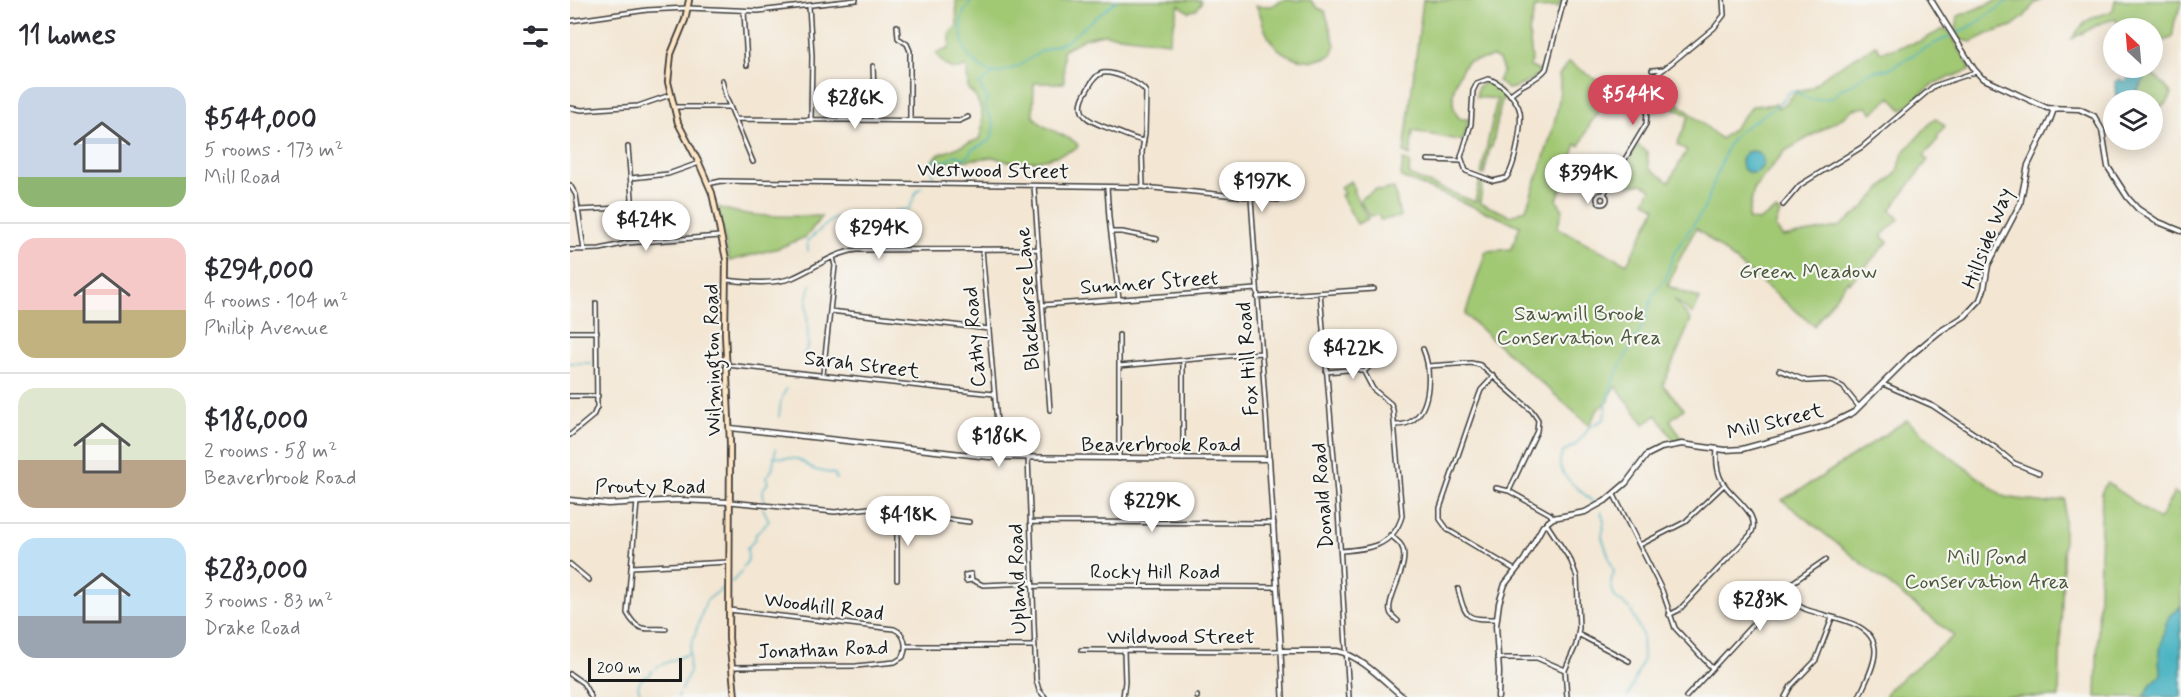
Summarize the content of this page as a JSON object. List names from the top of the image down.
{
  "streets": {
    "main road": ["Wilmington Road"],
    "street": [
      "Westwood Street",
      "Hillside Way",
      "Sumner Street",
      "Blackhorse Lane",
      "Cathy Road",
      "Fox Hill Road",
      "Sarah Street",
      "Mill Street",
      "Beaverbrook Road",
      "Prouty Road",
      "Donald Road",
      "Rocky Hill Road",
      "Upland Road",
      "Woodhill Road",
      "Wildwood Street",
      "Jonathan Road"
    ]
  },
  "crossings": [
    ["Westwood Street", "Blackhorse Lane"],
    ["Westwood Street", "Fox Hill Road"],
    ["Westwood Street", "Wilmington Road"],
    ["Hillside Way", "Mill Street"],
    ["Sumner Street", "Blackhorse Lane"],
    ["Sumner Street", "Fox Hill Road"],
    ["Cathy Road", "Sarah Street"],
    ["Cathy Road", "Beaverbrook Road"],
    ["Fox Hill Road", "Beaverbrook Road"],
    ["Fox Hill Road", "Rocky Hill Road"],
    ["Fox Hill Road", "Wildwood Street"],
    ["Wilmington Road", "Sarah Street"],
    ["Wilmington Road", "Beaverbrook Road"],
    ["Wilmington Road", "Prouty Road"],
    ["Wilmington Road", "Woodhill Road"],
    ["Wilmington Road", "Jonathan Road"],
    ["Beaverbrook Road", "Upland Road"],
    ["Rocky Hill Road", "Upland Road"],
    ["Woodhill Road", "Jonathan Road"]
  ],
  "parks": ["Green Meadow", "Sawmill Brook Conservation Area", "Mill Pond Conservation Area"],
  "scale_bar": "200 m",
  "north": "top left",
  "page": {
    "heading": "11 homes",
    "list": [
      {
        "name": "$544,000",
        "note": "5 rooms · 173 m² · Mill Road"
      },
      {
        "name": "$294,000",
        "note": "4 rooms · 104 m² · Phillip Avenue"
      },
      {
        "name": "$186,000",
        "note": "2 rooms · 58 m² · Beaverbrook Road"
      },
      {
        "name": "$283,000",
        "note": "3 rooms · 83 m² · Drake Road"
      }
    ],
    "price": [
      "$544K",
      "$286K",
      "$394K",
      "$197K",
      "$424K",
      "$294K",
      "$422K",
      "$186K",
      "$229K",
      "$418K",
      "$283K"
    ],
    "scale": "200 m"
  }
}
·····
- What you have to do
Please output all of the entries exactly as they appear, with no pictures.

- Reply to the exercise
Summarize the content of this page as a JSON object. List names from the top of the image down.
{
  "streets": {
    "main road": ["Wilmington Road"],
    "street": [
      "Westwood Street",
      "Hillside Way",
      "Sumner Street",
      "Blackhorse Lane",
      "Cathy Road",
      "Fox Hill Road",
      "Sarah Street",
      "Mill Street",
      "Beaverbrook Road",
      "Prouty Road",
      "Donald Road",
      "Rocky Hill Road",
      "Upland Road",
      "Woodhill Road",
      "Wildwood Street",
      "Jonathan Road"
    ]
  },
  "crossings": [
    ["Westwood Street", "Blackhorse Lane"],
    ["Westwood Street", "Fox Hill Road"],
    ["Westwood Street", "Wilmington Road"],
    ["Hillside Way", "Mill Street"],
    ["Sumner Street", "Blackhorse Lane"],
    ["Sumner Street", "Fox Hill Road"],
    ["Cathy Road", "Sarah Street"],
    ["Cathy Road", "Beaverbrook Road"],
    ["Fox Hill Road", "Beaverbrook Road"],
    ["Fox Hill Road", "Rocky Hill Road"],
    ["Fox Hill Road", "Wildwood Street"],
    ["Wilmington Road", "Sarah Street"],
    ["Wilmington Road", "Beaverbrook Road"],
    ["Wilmington Road", "Prouty Road"],
    ["Wilmington Road", "Woodhill Road"],
    ["Wilmington Road", "Jonathan Road"],
    ["Beaverbrook Road", "Upland Road"],
    ["Rocky Hill Road", "Upland Road"],
    ["Woodhill Road", "Jonathan Road"]
  ],
  "parks": ["Green Meadow", "Sawmill Brook Conservation Area", "Mill Pond Conservation Area"],
  "scale_bar": "200 m",
  "north": "top left",
  "page": {
    "heading": "11 homes",
    "list": [
      {
        "name": "$544,000",
        "note": "5 rooms · 173 m² · Mill Road"
      },
      {
        "name": "$294,000",
        "note": "4 rooms · 104 m² · Phillip Avenue"
      },
      {
        "name": "$186,000",
        "note": "2 rooms · 58 m² · Beaverbrook Road"
      },
      {
        "name": "$283,000",
        "note": "3 rooms · 83 m² · Drake Road"
      }
    ],
    "price": [
      "$544K",
      "$286K",
      "$394K",
      "$197K",
      "$424K",
      "$294K",
      "$422K",
      "$186K",
      "$229K",
      "$418K",
      "$283K"
    ],
    "scale": "200 m"
  }
}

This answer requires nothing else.